Because there is a pressing in parts of the julia ecosystem to do some light-weight symbolic computations. Many of these computations never see end-users / explicit human interaction. Maybe the end-user just said, hey numerically solve this ODE initial value problem for me, but sure, try to use symbolic jacobians if it helps to generate better (i.e. faster for a given desired precision) machine code.
The correct comparison is not sagemath in “sage mode”, the correct comparison is to writing python code that starts with from sage.all import *
and is run with sage -python
, i.e. uses python semantics but accesses sage functionality as a library (and unfortunately needs to be executed with the lightly modified CPython version shipped by sage).
Indeed, sage as a language is imho pretty useless – but sage as a python library is super cool.
And now we’re talking seriously:
First, julia beats python performance for code written in the respective languages. (of course e.g. fflas-ffpack bundled with sage will in turn handily beat generic julia linear-algebra code, until someone writes and imports a FFLAS-FFPACK wrapper into their julia project)
Secondly and more importantly, julia as a language is pretty well-adapted to doing this in a more modular fashion: Ubiquitous dynamic multi dispatch is super powerful, and makes the endeavor more tractable from a pure software-engineering and project management and funding perspective (in sagemath, different modules need to be tightly coupled and developed under a single umbrella organization, because they need to know about each other. Julia is more amenable to having separate modules developed independently, and combined in a mix-and-match fashion).
And now we’re talking interesting things! So, representing expression trees as hash-trees is a pretty nifty way of saving some memory, recognizing repeated subexpressions, and occasionally getting exponential speedups. What is your experience with this? What is your “get off my lawn, youngsters”-rant about pitfalls. Which invariants should one build into the hash?
Another very powerful approach is blackbox factorization / Schwartz-Zippel / polynomial-identity-testing. For example, say that you have a symbolic jacobian that involves some exact integer/rational entries and some rational expressions in variables; now you’re interested in it’s inverse. Which entries are zero?
Each entry of the inverse is clearly a multivariate rational function. However, if you tried to expand things into monomials, that would be exponentially sized. No biggy, choose some random finite field as a model, choose random assignments to the variables and evaluate the thing (BLAS over finite field, can be very fast). Schwartz-Zippel guarantees you correctness up to e.g. 2^-1000 or whatever confidence you desire, by repeating the procedure. Oh, you want to factorize all entries and want common factors? Black-box factorization does the job.
So what are your experiences with using Schwartz-Zippel-style as a basis for hash-trees (i.e. use results of evaluations at random points over random fields as hashes)?
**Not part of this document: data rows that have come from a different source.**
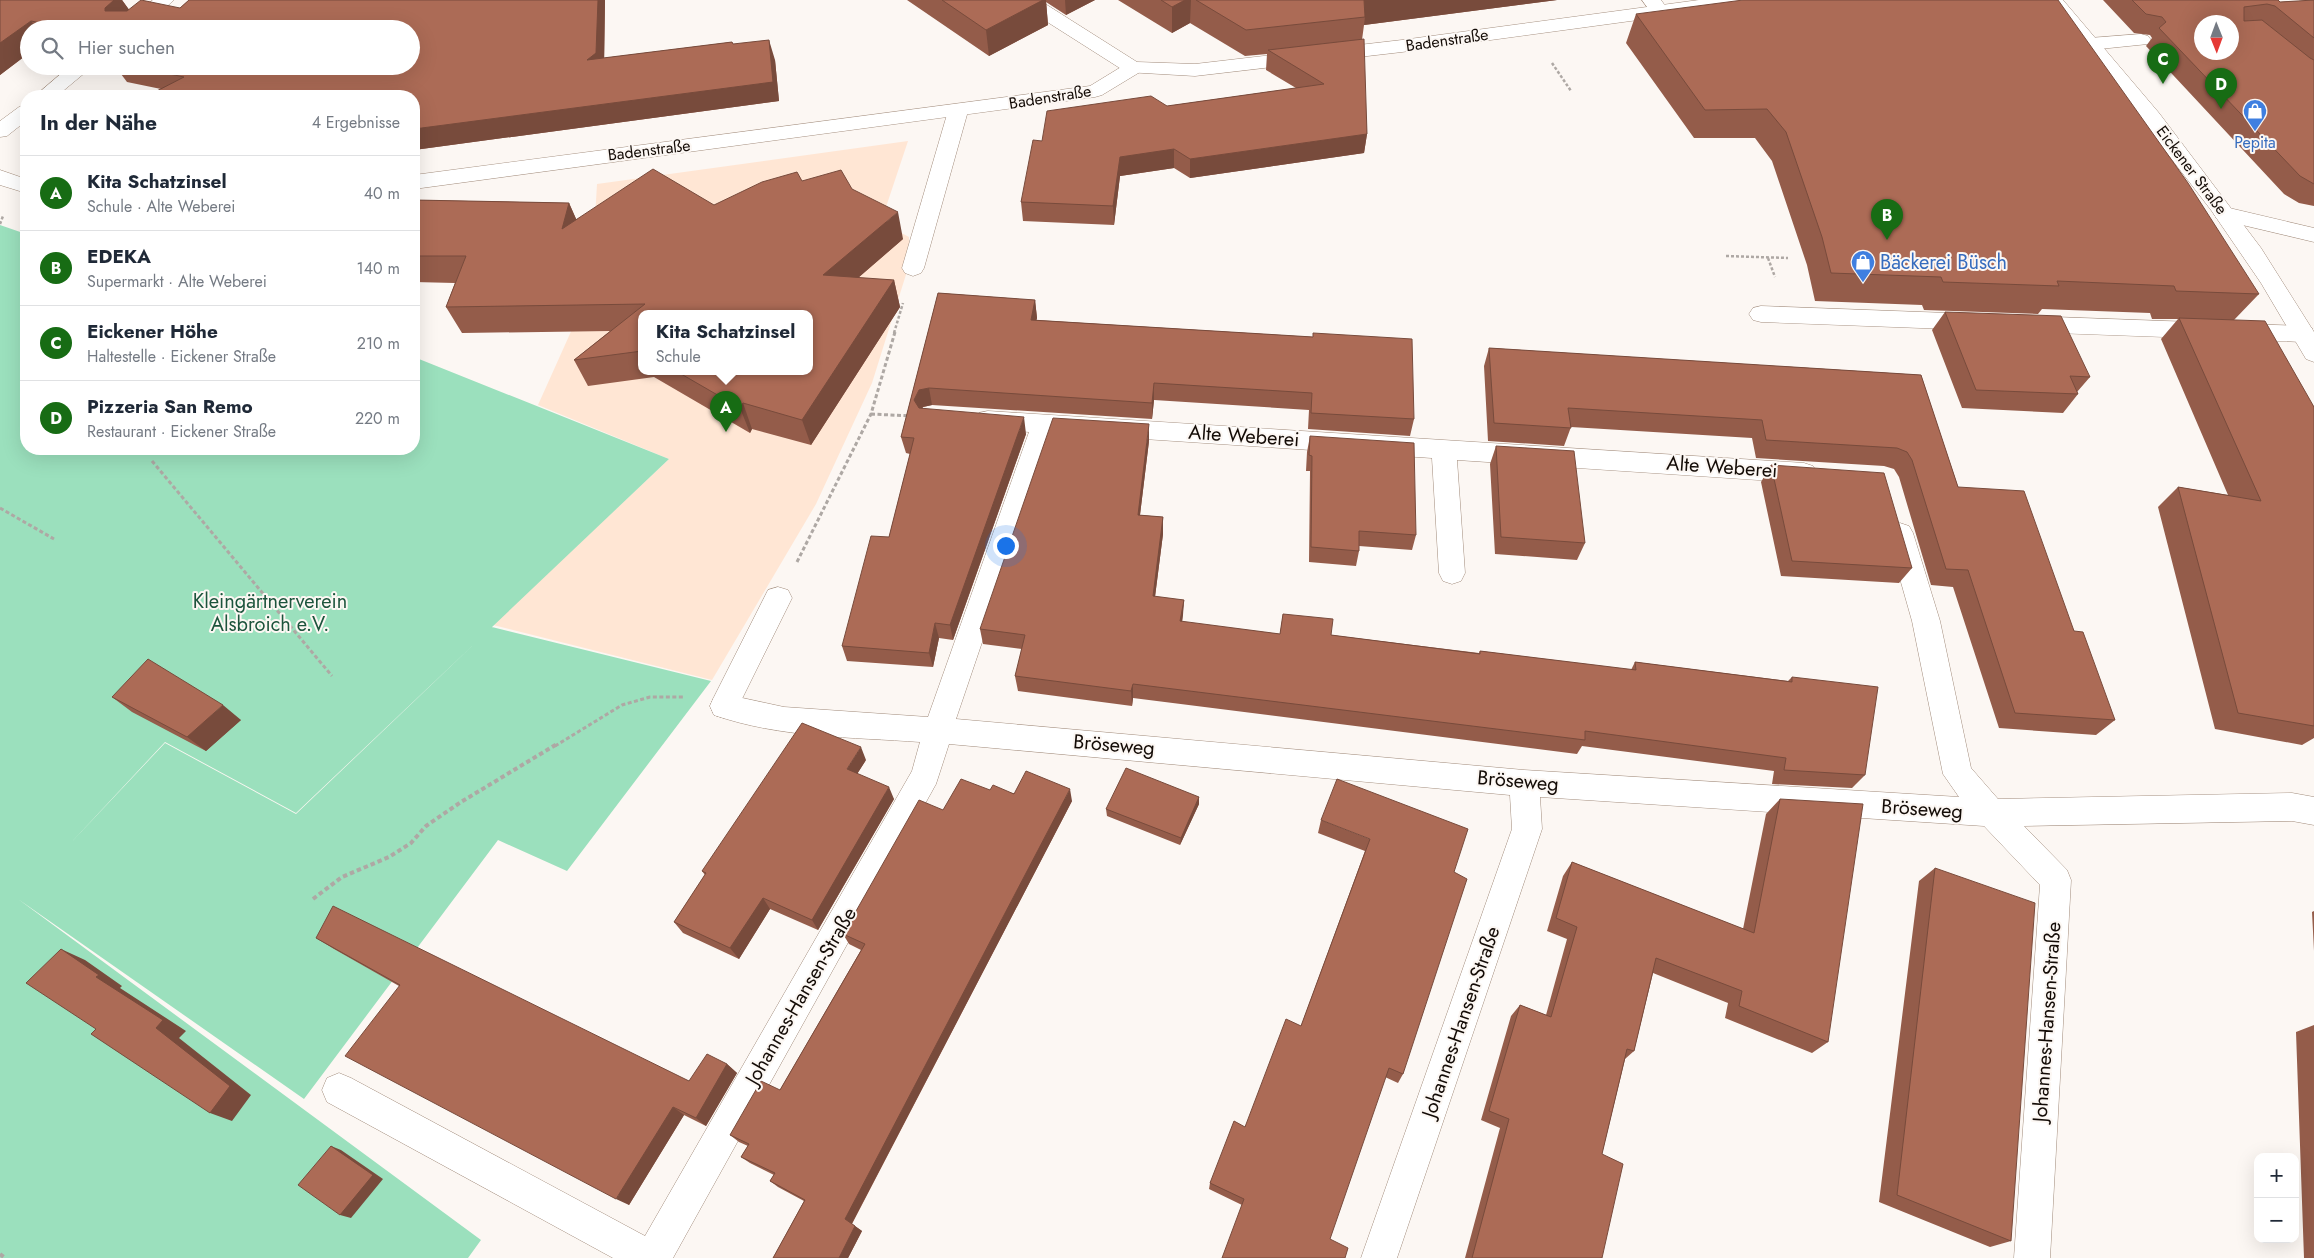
<!DOCTYPE html>
<html lang="de">
<meta charset="utf-8">
<style>
body{margin:0;font-family:Jost,sans-serif;background:#f6f6f7;color:#1f2937}
.controls{position:absolute;right:15px;bottom:15px;display:grid;overflow:hidden;border-radius:10px;box-shadow:0 5px 20px #0002}
.controls button{width:45px;height:45px;display:grid;place-items:center;padding:0;border:0;border-bottom:1px solid #e0e1e3;background:#fff;color:#1f2937;font:25px sans-serif}
.compass{position:absolute;left:2194px;top:15px;width:45px;height:45px;border-radius:50%;background:#fff;box-shadow:0 5px 20px #0002;rotate:179deg}
.you{position:absolute;left:1005px;top:545px;width:18px;height:18px;margin:-12px;border:4px solid #fff;border-radius:50%;background:#1a73e8;box-shadow:0 0 0 8px #1a73e833}
.badge{display:grid;place-items:center;width:32px;height:32px;border-radius:50%;background:#176c14;color:#fff;font-size:16px;font-weight:700}
.pin{position:absolute;translate:-50% -41px;filter:drop-shadow(0 1px 2px #0008)}
.pin::after{content:'';position:absolute;top:26px;width:18px;height:15px;background:inherit;clip-path:polygon(0 0,100% 0,50% 100%)}
.popup{position:absolute;left:638px;top:310px;width:175px;height:65px;box-sizing:border-box;display:grid;place-content:center;border-radius:10px;background:#fff;filter:drop-shadow(0 1px 4px #0005);font-size:16px;white-space:nowrap;color:#747a83}
.popup b{font-size:19px;color:#1f2937}
.popup::after{content:'';position:absolute;left:50%;top:100%;margin-left:-10px;border:10px solid transparent;border-top-color:#fff}
.list{margin:0;padding:0;list-style:none}
h2{display:flex;justify-content:space-between;align-items:center;height:65px;margin:0;padding:0 20px;font-size:21px}
h2 small{font-size:16px;font-weight:400;color:#747a83}
.list li{display:grid;grid-template-columns:32px 1fr auto;gap:15px;align-items:center;box-sizing:border-box;height:75px;padding:0 20px;border-top:1px solid #e0e1e3}
.list b{display:block;font-size:19px;white-space:nowrap}
.list p{margin:0;font-size:16px;white-space:nowrap;color:#747a83}
.list em{font-size:16px;font-style:normal;color:#747a83}
.icon{flex:none;width:28px;height:28px;fill:none;stroke:currentColor;stroke-width:2;stroke-linecap:round;stroke-linejoin:round}
.map{position:relative;flex:none;width:2314px;height:1258px;overflow:hidden}
.search{position:absolute;background:#fff;box-shadow:0 5px 20px #0002;left:20px;top:20px;width:400px;height:55px;display:flex;align-items:center;gap:12px;box-sizing:border-box;padding:0 18px;border-radius:28px;color:#747a83;font-size:19px}
.panel{position:absolute;background:#fff;box-shadow:0 5px 20px #0002;left:20px;top:90px;width:400px;height:365px;border-radius:20px}
.map>svg:first-child{display:block}
</style>
<div class="map">
<svg width="2314" height="1258" viewBox="0 0 2314 1258">
<rect width="100%" height="100%" fill="#fcf7f3"/>
<path fill="#ffe6d4" fill-rule="evenodd" d="M908,141L881,222L909,237V265L872,383L816,504L712,680L493,625L669,459L538,405L591,287L597,184ZM642,313H810V371H642Z"/>
<path fill="#9be0bd" d="M0,225L26,234V449H414V357L669,459L296,813L165,742L66,848L165,743L296,814L492,627L711,681L567,871L498,840L304,1099L18,899L481,1240L468,1258H0Z"/>
<g fill="none" stroke-linecap="round" stroke-linejoin="round">
<g stroke="#a28c7c" stroke-width="1">
<path id="service" d="M2141,34L2148,36L2151,40L2148,44L2090,50L2083,48L2080,44L2083,40L2090,38Z
M958,105L965,107L968,111L924,268L921,273L913,276L905,273L902,268L948,111L951,107Z
M1761,306L1975,314L1983,316L1987,322L1983,328L1975,330L1761,322L1753,320L1749,314L1753,308Z
M2028,316L2304,326L2312,328L2314,337L2312,340L2304,342L2028,332L2020,330L2016,324L2020,318Z
M778,587L788,590L792,598L734,715L724,718L714,715L710,706L714,697L768,590Z"/>
</g>
<g stroke="#a28c7c" stroke-width="1">
<path id="minor" d="M153,0H174L141,29H120Z
M1642,0H1661L1669,11L1667,15H1653Z
M1133,62L1140,64L1143,68L1140,72L1102,95L1095,97L414,189V175L1090,86L1126,64Z
M70,66H93L57,96H35Z
M26,105V121L7,136L0,137V121L19,107Z
M0,170L26,179V193L0,185Z
M2225,207L2314,228V242L2217,219L2214,214L2217,209Z
M988,411L1804,463L1813,466L1817,473L1813,480L1804,483L1457,460L1465,573L1461,581L1452,584L1443,581L1439,573L1432,458L1053,433L956,719L1524,770L1959,797L1943,774L1912,621L1887,533L1891,526L1900,523L1909,526L1913,533L1940,621L1971,768L1998,799L2292,793L2314,797V825L2292,821L2024,826L2067,870L2071,880L2050,1258H2014L2040,885L1984,826L1540,797L1542,829L1397,1258H1361L1512,829L1510,795L949,744L936,784L673,1258H613L327,1102L322,1090L327,1078L339,1073L351,1078L645,1236L912,771L920,742C852,737 780,738 714,715L710,706L714,697L724,694L784,707L928,717L1029,432L979,427L976,420L979,413Z"/>
</g>
<g stroke="#a28c7c" stroke-width="1">
<path id="tertiary" d="M1017,0H1039L1137,62L1195,64L1402,40L1699,0H1750L1748,4L1741,6L1402,52L1195,76L1126,72L1019,4Z
M2044,0H2063L2159,113L2261,248L2314,332V362L2306,359L2261,283L2211,210L2112,82Z"/>
</g>
<path stroke="#aea8a4" stroke-width="2.5" stroke-dasharray="3 2" stroke-linecap="butt" d="M1552,63L1571,91
M0,224L3,216
M1726,256L1788,258
M1768,258L1775,277
M894,333L903,303"/>
<path stroke="#aea8a4" stroke-width="3" stroke-dasharray="4 2.5" stroke-linecap="butt" d="M871,414L911,416
M152,461L332,676
M0,508L54,539
M797,562L871,414L895,332
M555,746L622,705L650,697H685"/>
<path stroke="#aea8a4" stroke-width="4" stroke-dasharray="4.5 3" stroke-linecap="butt" d="M313,899L342,877L389,857L411,843L426,826L461,802L557,744
M0,1254L5,1258"/>
<use href="#service" fill="#fff" fill-rule="evenodd"/>
<use href="#minor" fill="#fff" fill-rule="evenodd"/>
<use href="#tertiary" fill="#fff" fill-rule="evenodd"/>
</g>
<path fill="#945c4a" fill-rule="evenodd" d="M0,0H122L129,10L180,8L189,0H605L604,58L732,42L733,44L775,60L779,101L414,150V96L161,89L127,82L115,66H411V29H29V53L0,75Z
M907,0H1095L1066,15L1046,2L1048,25L989,56Z
M1118,0H1557L1364,25L1362,40L1367,134L1364,153L1190,178L1174,168L1120,176L1114,225L1023,221L1021,202L1042,141L1167,106L1296,88L1266,70L1267,54L1245,56L1190,23L1172,33Z
M2103,0H2278L2280,2L2314,0V206L2299,203L2284,194L2146,46L2152,38L2150,35L2134,33Z
M1636,14L2259,294L2234,320L2314,407V738L2302,745L2215,729L2158,507L2178,487L2228,495L2161,339L2178,319H2152L2150,313L2042,309L2038,314L1924,310L1922,305L1815,301L1807,265L1772,161L1755,138H1694L1626,43Z
M802,181L852,189L903,239L858,278L894,280L900,307L811,445L752,429L750,433L654,377L588,386L574,360L610,331L462,333L446,307L455,283L414,282V200L569,203L576,219L714,205ZM642,313L810,371H642Z
M938,293L1035,300L1037,318L1036,320L1313,337V333L1414,419L1410,436L1308,429L1309,410L1154,400L1152,419L932,405L923,407L922,408L1026,434L953,640L939,638L933,667L847,661L842,646L889,537L910,454L906,453L901,437Z
M1945,312L2090,377L2077,392L2078,394L2063,413L1962,408L1932,330Z
M1489,348L1921,375L1958,487L2074,631L2115,720L2096,735L1999,728L1953,587L1931,585L1899,477L1894,469L1884,466L1756,458L1752,438L1571,427L1564,446L1488,441L1484,366Z
M1310,436L1416,535L1412,550L1359,546V551L1356,566L1309,562L1310,471H1306L1307,452Z
M1149,441L1140,515L1163,517V534L1155,597L1184,600L1182,622L1280,634L1283,614L1331,635L1479,653L1480,651L1631,670L1635,662L1788,681L1792,677L1865,775L1852,788L1772,784L1774,771L1582,746L1577,754L1133,698L1132,706L1018,691L1015,676L1022,649L983,644L980,629Z
M1496,446L1585,543L1577,560L1495,554L1490,464Z
M1771,465L1912,568L1899,583L1781,576L1761,482Z
M112,697L241,720L206,751L132,712Z
M866,760L857,774L894,799L818,930L770,909L739,959L683,933L674,922L705,875L702,871Z
M990,790L1072,801L852,1224L862,1231L848,1258H773L804,1201L778,1187L770,1181L774,1175L750,1163L741,1157L748,1146L739,1142L730,1135L780,1090L861,950L849,944L843,934L943,810Z
M1199,797V804L1180,845L1107,816L1106,809Z
M1780,799L1828,1042L1812,1053L1725,1018L1728,1003L1653,973L1634,1051L1625,1059L1602,1154V1258H1465L1500,1128L1481,1120L1511,1016L1520,1005L1546,1015L1567,939L1547,931L1563,876L1572,862L1743,929L1766,814Z
M1321,820L1454,872L1403,1074L1398,1083L1385,1077L1242,1205L1209,1189L1210,1183L1245,1127L1301,1026L1365,851L1318,833Z
M1935,868L2011,1241L1990,1247L1879,1202L1919,881Z
M2314,911V951L2312,912Z
M316,938L689,1081L727,1064L737,1073L706,1126L684,1115L629,1205L399,986L334,949Z
M2314,1025V1258H2304L2296,1032Z"/>
<path fill="#784b3c" d="M114,0H122L133,15L105,11V8Z
M598,0H605L604,73L587,60Z
M1043,0H1046L1048,25L989,56L986,30Z
M1065,0H1095L1066,15Z
M1185,0H1191L1190,23L1172,33V7Z
M1364,0H1557L1364,25L1365,17Z
M31,21L37,29H29V53L0,75V43Z
M769,40L775,60L779,101L414,150V129Z
M1367,134L1364,153L1190,178V159Z
M1174,149V168L1120,176L1114,225L1113,206L1120,157Z
M569,203L581,230L562,229Z
M898,212L903,239L830,302L823,275Z
M894,280L900,307L811,445L802,420Z
M1035,300L1037,318L1033,337L1031,320Z
M1154,383V400L1152,419V403Z
M929,388L932,405L923,407L918,417L914,400L919,390Z
M743,403L752,429L750,433L740,408Z
M1024,417L1026,434L953,640L950,625Z
M1149,424V441L1138,531V515Z
M1163,517V534L1153,612V596Z
M1184,600L1183,615L1180,636V621Z
M935,623L939,638L933,667L929,653Z
M1133,684V698L1132,706L1131,691Z
M223,705L241,720L206,751L187,737Z
M861,747L866,760L852,782L847,769Z
M889,787L894,799L818,930L812,920Z
M1070,789L1072,801L851,1225L845,1219Z
M1199,797V804L1180,845L1181,838Z
M763,898L770,909L739,959L730,948Z
M61,949L85,960L122,986L120,988L186,1031L179,1038L251,1095L232,1121L210,1113L156,1028L96,977Z
M727,1064L737,1073L706,1126L696,1118Z
M673,1107L684,1115L629,1205L616,1199Z
M331,1146L341,1150L383,1179L351,1218L340,1215Z
M855,1226L862,1231L848,1258H839Z"/>
<path fill="#ac6b56" stroke="#784b3c" fill-rule="evenodd" d="M0,0H114L105,8V11H127L141,0L180,8L189,0H598L596,53L587,60L732,42L733,44L769,40L773,82L414,129V96H147L184,77L131,66H411V29H71L31,21L0,43Z
M942,0H1043L986,30Z
M1161,0H1185L1172,7Z
M1196,0H1364L1365,17L1246,30Z
M1743,0H2058L2188,183L2259,294L2176,291L2174,286L2057,281L2059,286L1943,282L1941,277L1831,273L1822,237L1786,132L1767,109L1705,110L1636,14Z
M2132,0H2278L2280,2L2314,0V38L2275,6L2267,4L2244,7V21L2262,20L2310,58L2314,60V184L2300,176L2159,28L2166,22L2162,17L2146,14ZM2202,22H2232V52H2202Z
M1364,39L1367,134L1190,159L1174,149L1120,157L1113,206L1021,202L1033,140L1042,141L1047,111L1151,96L1167,106L1324,84L1268,50Z
M653,169L714,205L762,182L797,172L802,181L841,170L852,189L898,212L823,275L894,280L802,420L743,403L740,408L676,371H810V313H642V351L574,360L645,304L446,307L466,256H414V200L569,203L562,229Z
M938,293L1035,300L1031,320L1313,337V333L1412,339L1414,419L1311,413L1312,393L1217,387L1154,383L1152,403L929,388L919,390L914,400L919,408L1024,417L950,625L935,623L929,653L842,646L871,536L889,537L914,438L901,437Z
M1945,312L2061,316L2090,377L2070,376L2078,394L1976,390Z
M2179,318L2265,321L2314,407V726L2238,713L2178,487L2261,501Z
M1489,348L1921,375L1958,487L2024,491L2074,631L2083,632L2115,720L2015,713L1968,570L1946,569L1912,460L1907,452L1897,448L1766,440L1762,420L1568,408L1571,428L1494,423Z
M1053,418L1149,424L1138,515L1163,517L1153,596L1184,600L1180,621L1280,634L1283,614L1333,619L1331,635L1480,654V651L1636,670L1635,662L1792,682V677L1878,687L1865,775L1784,770L1786,758L1585,731V740L1133,684L1131,691L1015,676L1025,635L980,629Z
M1310,436L1414,443L1416,535L1359,531V551L1311,547L1312,456L1309,455Z
M1496,446L1574,451L1585,543L1501,537Z
M1771,465L1884,473L1912,568L1792,561Z
M148,659L223,705L187,737L112,697Z
M802,723L861,747L847,769L889,787L812,920L763,898L730,948L674,922L706,873L702,871Z
M1126,768L1199,797L1181,838L1106,809Z
M1026,771L1070,789L845,1219L855,1226L839,1258H773L805,1200L770,1181L775,1173L741,1157L749,1144L730,1135L761,1081L780,1090L865,944L843,934L919,800L943,810L961,779L990,790L993,785L1014,794Z
M1337,779L1468,829L1454,872L1467,879L1403,1074L1389,1068L1330,1239L1348,1248L1345,1258H1222L1244,1199L1210,1183L1234,1121L1245,1127L1286,1019L1301,1026L1370,839L1321,820Z
M1780,799L1863,804L1828,1042L1739,1006L1742,991L1656,958L1634,1051L1627,1049L1602,1154L1623,1164L1602,1258H1472L1509,1119L1489,1111L1520,1005L1551,1017L1577,927L1556,918L1572,862L1754,933Z
M1935,868L2035,903L2011,1241L1897,1195Z
M333,906L689,1081L707,1054L727,1064L696,1118L673,1107L616,1199L345,1056L400,985L316,938Z
M61,949L99,975L96,977L163,1020L156,1028L230,1086L210,1113L91,1034L96,1029L26,983Z
M331,1146L373,1175L340,1215L298,1185Z"/>
<defs>
<g id="shop-pin" transform="scale(1.25)"><path d="M0 17L-7.5 6A9.5 9.5 0 1 1 7.5 6Z" fill="#3f7fe0" stroke="#fcf7f3"/><path d="M-5-2.5h2.3a2.7 3.5 0 0 1 5.4 0H5L5.5 6h-11ZM-1.5-2.5h3a1.5 2.3 0 0 0-3 0Z" fill="#fff"/></g>
</defs>
<g fill-rule="evenodd">
<use href="#shop-pin" x="2255" y="111"/>
<use href="#shop-pin" x="1863" y="262"/>
</g>
<g text-anchor="middle" dominant-baseline="central" stroke-width="4" stroke-linejoin="round" paint-order="stroke">
<g font-size="16" fill="#130b06" stroke="#fcf7f3">
<text transform="translate(1447 40) rotate(-8)">Badenstraße</text>
<text transform="translate(1050 97) rotate(-9)">Badenstraße</text>
<text transform="translate(649 150) rotate(-7)">Badenstraße</text>
<text transform="translate(2192 170) rotate(53)">Eickener Straße</text>
</g>
<g font-size="16" fill="#366cbe" stroke="#fcf7f3">
<text x="2255" y="142">Pepita</text>
</g>
<g font-size="20" fill="#366cbe" stroke="#fcf7f3" text-anchor="start">
<text x="1880" y="262">Bäckerei Büsch</text>
</g>
<g font-size="20" fill="#130b06" stroke="#fcf7f3">
<text transform="translate(1244 436) rotate(4)">Alte Weberei</text>
<text transform="translate(1722 467) rotate(4)">Alte Weberei</text>
<text transform="translate(1114 745) rotate(5)">Bröseweg</text>
<text transform="translate(1518 781) rotate(5)">Bröseweg</text>
<text transform="translate(1922 809) rotate(4)">Bröseweg</text>
<text transform="translate(801 996) rotate(-60)">Johannes-Hansen-Straße</text>
<text transform="translate(1461 1022) rotate(-71)">Johannes-Hansen-Straße</text>
<text transform="translate(2047 1022) rotate(-86)">Johannes-Hansen-Straße</text>
</g>
<g font-size="20" fill="#1c543c" stroke="#fcf7f3">
<text x="270" y="601">Kleingärtnerverein<tspan x="270" dy="23">Alsbroich e.V.</tspan></text>
</g>
</g>
</svg>
<div class="controls">
<button>+</button>
<button>−</button>
</div>
<svg class="compass" viewBox="-18 -18 36 36"><path d="M0-13l5 13h-10z" fill="#e53935"/><path d="M0 13l5-13h-10z" fill="#747a83"/></svg>
<div class="you"></div>
<div class="pin badge" style="left:726px;top:432px">A</div>
<div class="popup"><b>Kita Schatzinsel</b>Schule</div>
<div class="pin badge" style="left:1887px;top:240px">B</div>
<div class="pin badge" style="left:2163px;top:84px">C</div>
<div class="pin badge" style="left:2221px;top:109px">D</div>
<div class="search"><svg class="icon" aria-label="search" viewBox="0 0 24 24"><circle cx="10" cy="10" r="6"/><path d="M15 15l6 6"/></svg>Hier suchen</div>
<section class="panel">
<h2>In der Nähe<small>4 Ergebnisse</small></h2>
<ul class="list">
<li><span class="badge">A</span><div><b>Kita Schatzinsel</b><p>Schule · Alte Weberei</p></div><em>40 m</em></li>
<li><span class="badge">B</span><div><b>EDEKA</b><p>Supermarkt · Alte Weberei</p></div><em>140 m</em></li>
<li><span class="badge">C</span><div><b>Eickener Höhe</b><p>Haltestelle · Eickener Straße</p></div><em>210 m</em></li>
<li><span class="badge">D</span><div><b>Pizzeria San Remo</b><p>Restaurant · Eickener Straße</p></div><em>220 m</em></li>
</ul>
</section>
</div>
Now your expressions may involve things that don’t really work well over finite fields, like square roots, exponentials, logarithms, trigonometrics, etc. You can simply model an unknown function with a random function (e.g. evaluate("weird_function", x1, x2, ...) = hash("weird_function", x1, x2, ...)
). This has the problem that you lose identities: log(exp(x)) != x
or sqrt(x)^2 != x
. This is OK (losing identities loses you simplification power; inventing identities makes your results incorrect), but maybe there are good known finite field models for many standard operations? Maybe there are just wise tricks (e.g. “the old masters say: Don’t bother with galois fields, stick with prime fields and make the prime larger/use more points”, or “the old masters say: Use 16-bit primes with precomputed discrete-log tables”)?